A condo and a house are clearly not the same; but do we really understand the differences? Perhaps no private garden, no swimming pool to worry about and no grass to mow. A good management company would have to deal with the gardener and cleanliness and maintenance of the exterior.
How about Condo Insurance? Is it the same as Homeowners Insurance?
The interior of a Condominium Unit simply needs insurance the same way a House needs insurance; however, one big difference is that the Condo Building has a Master Policy which is a Commercial Building Policy covering the exterior structure.
Master policies have variations and it is important for a condo unit owner to understand the coverage offered on the Master Policy. The idea of collective ownership and responsibility also comes with an association deductible which the unit owners are responsible for. In the event of a covered loss, the master policy deductible will be split and assessed upon the individual unit owners to cover their fair share.

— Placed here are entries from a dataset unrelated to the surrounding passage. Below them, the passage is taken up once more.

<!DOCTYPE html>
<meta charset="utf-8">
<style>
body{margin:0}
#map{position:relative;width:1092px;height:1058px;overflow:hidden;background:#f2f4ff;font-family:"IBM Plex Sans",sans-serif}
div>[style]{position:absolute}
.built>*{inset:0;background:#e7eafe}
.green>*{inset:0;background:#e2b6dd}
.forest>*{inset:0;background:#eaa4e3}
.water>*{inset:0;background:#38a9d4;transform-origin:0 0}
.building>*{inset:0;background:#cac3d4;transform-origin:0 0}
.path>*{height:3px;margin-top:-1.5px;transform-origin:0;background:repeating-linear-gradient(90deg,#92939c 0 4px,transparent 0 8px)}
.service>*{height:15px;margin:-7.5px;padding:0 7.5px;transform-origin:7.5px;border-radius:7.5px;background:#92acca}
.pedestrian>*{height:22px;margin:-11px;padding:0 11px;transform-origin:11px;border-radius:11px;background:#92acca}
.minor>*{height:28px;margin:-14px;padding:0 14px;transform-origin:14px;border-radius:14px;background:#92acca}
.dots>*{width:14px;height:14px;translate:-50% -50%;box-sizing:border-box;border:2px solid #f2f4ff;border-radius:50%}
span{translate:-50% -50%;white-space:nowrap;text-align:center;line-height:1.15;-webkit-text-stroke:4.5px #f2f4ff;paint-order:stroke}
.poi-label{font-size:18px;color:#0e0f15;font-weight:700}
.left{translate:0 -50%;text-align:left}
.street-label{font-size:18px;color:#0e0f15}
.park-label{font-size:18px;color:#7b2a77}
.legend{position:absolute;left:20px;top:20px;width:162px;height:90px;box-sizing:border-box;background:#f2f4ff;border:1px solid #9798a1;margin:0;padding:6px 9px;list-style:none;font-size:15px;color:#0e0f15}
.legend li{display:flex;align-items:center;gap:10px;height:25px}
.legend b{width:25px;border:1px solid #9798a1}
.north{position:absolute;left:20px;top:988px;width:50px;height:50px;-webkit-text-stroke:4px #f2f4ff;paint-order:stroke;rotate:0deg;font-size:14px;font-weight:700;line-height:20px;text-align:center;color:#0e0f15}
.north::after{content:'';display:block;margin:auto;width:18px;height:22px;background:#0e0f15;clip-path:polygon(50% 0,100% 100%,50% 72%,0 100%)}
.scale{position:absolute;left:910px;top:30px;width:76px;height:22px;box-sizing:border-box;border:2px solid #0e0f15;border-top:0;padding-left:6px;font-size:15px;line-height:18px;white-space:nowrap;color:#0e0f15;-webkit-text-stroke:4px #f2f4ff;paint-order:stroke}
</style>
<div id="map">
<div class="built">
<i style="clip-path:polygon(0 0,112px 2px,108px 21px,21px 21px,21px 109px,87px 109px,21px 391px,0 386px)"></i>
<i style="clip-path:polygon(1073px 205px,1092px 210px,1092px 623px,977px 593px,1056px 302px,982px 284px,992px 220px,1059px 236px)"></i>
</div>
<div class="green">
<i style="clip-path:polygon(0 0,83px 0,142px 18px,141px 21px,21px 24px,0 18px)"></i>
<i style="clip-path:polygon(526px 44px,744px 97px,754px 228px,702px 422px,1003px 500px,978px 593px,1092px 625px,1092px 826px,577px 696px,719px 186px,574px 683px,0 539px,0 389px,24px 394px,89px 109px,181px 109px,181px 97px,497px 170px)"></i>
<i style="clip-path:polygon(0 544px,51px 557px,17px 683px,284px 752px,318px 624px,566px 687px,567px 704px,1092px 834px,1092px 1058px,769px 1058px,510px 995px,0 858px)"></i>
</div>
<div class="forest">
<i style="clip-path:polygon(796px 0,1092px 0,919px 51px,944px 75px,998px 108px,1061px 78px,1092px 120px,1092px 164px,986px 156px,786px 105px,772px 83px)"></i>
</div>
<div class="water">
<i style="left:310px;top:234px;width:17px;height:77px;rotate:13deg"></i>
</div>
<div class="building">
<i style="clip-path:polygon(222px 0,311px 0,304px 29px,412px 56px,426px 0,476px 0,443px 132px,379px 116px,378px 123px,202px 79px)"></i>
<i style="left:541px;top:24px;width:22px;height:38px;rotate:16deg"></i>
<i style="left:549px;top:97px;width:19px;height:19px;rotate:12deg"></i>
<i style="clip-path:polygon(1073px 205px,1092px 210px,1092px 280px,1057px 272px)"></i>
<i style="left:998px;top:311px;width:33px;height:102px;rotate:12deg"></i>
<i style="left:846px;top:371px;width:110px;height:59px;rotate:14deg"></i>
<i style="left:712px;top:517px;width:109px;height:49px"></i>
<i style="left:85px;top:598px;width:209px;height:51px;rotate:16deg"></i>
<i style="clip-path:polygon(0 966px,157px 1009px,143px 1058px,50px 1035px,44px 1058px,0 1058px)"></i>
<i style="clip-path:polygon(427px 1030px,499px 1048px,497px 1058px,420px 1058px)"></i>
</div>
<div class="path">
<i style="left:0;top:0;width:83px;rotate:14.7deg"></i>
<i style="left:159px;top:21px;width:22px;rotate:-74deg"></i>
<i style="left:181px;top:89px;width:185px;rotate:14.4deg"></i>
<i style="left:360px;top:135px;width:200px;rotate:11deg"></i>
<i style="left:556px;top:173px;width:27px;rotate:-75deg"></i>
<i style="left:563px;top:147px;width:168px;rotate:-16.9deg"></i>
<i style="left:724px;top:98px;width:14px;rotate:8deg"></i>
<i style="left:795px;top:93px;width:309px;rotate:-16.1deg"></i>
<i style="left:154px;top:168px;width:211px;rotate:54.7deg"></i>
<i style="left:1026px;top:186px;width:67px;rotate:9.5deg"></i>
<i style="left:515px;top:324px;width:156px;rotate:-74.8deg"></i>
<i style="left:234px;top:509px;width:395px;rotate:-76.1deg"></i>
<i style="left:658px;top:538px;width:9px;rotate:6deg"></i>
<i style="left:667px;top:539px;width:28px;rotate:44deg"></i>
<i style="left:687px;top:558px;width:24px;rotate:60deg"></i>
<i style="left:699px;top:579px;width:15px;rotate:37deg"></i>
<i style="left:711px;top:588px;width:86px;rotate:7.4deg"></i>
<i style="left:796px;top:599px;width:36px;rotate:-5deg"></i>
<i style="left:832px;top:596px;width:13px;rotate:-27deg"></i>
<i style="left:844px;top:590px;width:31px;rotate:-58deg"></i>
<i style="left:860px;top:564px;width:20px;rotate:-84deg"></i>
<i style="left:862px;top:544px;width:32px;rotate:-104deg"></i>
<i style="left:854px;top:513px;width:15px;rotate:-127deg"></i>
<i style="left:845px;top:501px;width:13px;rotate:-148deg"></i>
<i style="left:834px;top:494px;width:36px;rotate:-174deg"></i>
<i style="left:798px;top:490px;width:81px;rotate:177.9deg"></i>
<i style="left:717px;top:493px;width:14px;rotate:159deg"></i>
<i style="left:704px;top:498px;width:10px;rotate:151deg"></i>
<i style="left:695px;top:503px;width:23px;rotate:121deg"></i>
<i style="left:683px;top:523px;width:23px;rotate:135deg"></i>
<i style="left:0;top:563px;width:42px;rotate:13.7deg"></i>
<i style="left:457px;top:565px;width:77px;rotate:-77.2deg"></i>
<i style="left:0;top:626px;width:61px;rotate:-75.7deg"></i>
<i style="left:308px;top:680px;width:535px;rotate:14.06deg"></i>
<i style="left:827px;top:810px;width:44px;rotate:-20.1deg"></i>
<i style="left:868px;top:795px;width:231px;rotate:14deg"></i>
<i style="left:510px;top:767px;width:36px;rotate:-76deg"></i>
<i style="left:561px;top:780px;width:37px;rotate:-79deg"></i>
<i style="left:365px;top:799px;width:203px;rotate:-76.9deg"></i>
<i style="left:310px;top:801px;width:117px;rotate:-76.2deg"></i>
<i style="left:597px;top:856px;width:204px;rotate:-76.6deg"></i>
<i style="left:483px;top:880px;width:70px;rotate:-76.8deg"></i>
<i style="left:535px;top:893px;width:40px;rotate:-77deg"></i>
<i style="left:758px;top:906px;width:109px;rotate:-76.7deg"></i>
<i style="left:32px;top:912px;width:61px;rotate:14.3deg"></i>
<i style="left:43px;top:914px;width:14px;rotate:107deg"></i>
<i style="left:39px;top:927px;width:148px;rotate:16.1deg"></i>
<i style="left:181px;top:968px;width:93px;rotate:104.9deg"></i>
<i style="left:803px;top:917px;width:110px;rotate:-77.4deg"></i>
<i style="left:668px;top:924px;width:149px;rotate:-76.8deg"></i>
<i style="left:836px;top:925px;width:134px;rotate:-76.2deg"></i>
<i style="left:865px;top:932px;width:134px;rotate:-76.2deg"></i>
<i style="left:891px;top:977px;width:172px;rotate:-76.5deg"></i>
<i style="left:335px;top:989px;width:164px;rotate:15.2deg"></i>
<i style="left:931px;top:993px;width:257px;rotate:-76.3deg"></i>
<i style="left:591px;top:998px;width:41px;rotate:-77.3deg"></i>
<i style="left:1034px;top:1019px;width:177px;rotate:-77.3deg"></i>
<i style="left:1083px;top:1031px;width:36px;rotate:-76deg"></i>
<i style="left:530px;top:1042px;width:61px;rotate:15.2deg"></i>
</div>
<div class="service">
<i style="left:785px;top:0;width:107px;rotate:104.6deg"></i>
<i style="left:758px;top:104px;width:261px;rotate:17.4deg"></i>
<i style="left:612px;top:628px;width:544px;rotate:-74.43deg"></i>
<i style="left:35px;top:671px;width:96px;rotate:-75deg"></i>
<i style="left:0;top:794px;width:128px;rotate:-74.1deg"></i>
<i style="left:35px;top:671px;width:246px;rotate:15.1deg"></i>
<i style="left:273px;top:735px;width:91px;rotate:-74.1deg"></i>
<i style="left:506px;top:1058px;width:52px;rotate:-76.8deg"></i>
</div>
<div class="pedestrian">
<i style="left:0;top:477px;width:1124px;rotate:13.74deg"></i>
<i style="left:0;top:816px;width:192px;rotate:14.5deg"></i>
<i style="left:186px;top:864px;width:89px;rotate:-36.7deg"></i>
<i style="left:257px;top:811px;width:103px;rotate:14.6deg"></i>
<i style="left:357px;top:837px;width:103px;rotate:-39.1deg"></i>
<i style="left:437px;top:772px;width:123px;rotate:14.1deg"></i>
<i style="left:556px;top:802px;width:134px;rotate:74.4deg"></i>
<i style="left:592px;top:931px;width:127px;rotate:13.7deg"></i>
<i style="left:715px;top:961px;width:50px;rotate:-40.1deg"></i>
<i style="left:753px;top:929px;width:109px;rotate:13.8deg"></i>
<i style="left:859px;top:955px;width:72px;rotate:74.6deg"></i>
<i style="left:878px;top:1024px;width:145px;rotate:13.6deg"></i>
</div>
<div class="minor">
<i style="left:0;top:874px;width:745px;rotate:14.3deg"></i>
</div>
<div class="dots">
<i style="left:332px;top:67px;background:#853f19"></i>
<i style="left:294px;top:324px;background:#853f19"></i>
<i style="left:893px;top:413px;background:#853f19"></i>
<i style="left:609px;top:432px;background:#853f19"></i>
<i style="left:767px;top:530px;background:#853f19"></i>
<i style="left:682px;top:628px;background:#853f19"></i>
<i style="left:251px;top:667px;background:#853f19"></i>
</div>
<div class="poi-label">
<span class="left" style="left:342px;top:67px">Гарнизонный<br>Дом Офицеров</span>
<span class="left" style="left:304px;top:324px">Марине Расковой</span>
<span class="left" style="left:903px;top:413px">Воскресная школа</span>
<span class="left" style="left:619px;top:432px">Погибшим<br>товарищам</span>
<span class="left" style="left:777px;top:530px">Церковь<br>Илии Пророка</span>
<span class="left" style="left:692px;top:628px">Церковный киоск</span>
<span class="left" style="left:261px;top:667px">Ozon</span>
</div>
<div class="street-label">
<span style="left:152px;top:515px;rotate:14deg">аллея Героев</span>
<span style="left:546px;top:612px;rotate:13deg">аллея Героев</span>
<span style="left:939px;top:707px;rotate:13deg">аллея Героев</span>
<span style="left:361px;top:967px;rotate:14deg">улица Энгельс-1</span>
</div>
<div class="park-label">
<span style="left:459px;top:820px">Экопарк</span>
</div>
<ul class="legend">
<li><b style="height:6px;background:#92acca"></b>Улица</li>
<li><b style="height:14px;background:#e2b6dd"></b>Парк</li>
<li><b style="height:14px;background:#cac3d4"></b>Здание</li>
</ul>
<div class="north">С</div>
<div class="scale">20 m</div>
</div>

The individual unit owners must each buy their own condo owners insurance policy covering the interior of the dwelling, improvements, loss of use, personal property, loss assessment and personal liability. If the Condo Unit is tenant occupied, it would be wise for the unit owner to require the tenant to provide a Renters Insurance Policy naming the Landlord as an Additional Named Insured on the policy. In the event of a covered loss due to the negligence of the tenant, the renters insurance policy will pay out as outlined in the policy contract.
A tenant occupied condo unit should actually have three active policies in force; the Master Policy for the Homeowners Association, the Condominium Owners Policy for the Unit Owner, and the Renters Insurance Policy covering the Tenant’s personal belongings and liability exposure.
Townhomes generally follow the same Master Policy structure as Condominiums; therefore, the same Policy Form (HO6) is used for the unit owner’s personal insurance. In addition, Earthquake and Flood Insurance may be available under a separate insurance policy.
Condominium Building Issues
Similar to any other multi family living arrangements, units often share common walls and there are often units located directly above and/or below. This neighborly living arrangement not only presents the situation of noise coming from other units but also the possibility of leaking pipes causing damage and an inconvenience to neighboring units. In some cases, water damage losses occur as a result of aging common area pipes but other times, individual unit pipes leak and cause damage to other units.
Differing from a water damage claim in a single family home, a claim in a condominium building could involve both a property damage claim as well as a liability claim against the policy of the unit where the cause of loss began.
In 2015, many personal insurance carriers have opted not to underwrite Condo Unit Owners Insurance policies unless the unit is owner occupied; this is due to statistics showing a lower risk for owner occupied units.
It is highly recommended to obtain a CLUE (Comprehensive Loss Underwriting Exchange) report for a property before making a purchase decision. Some unit owners have been shocked to find that the unit has had prior losses and no preferred carriers will issue insurance due to historic losses. In most States, Real Estate Agents are required to provide the report as part of their disclosure agreement.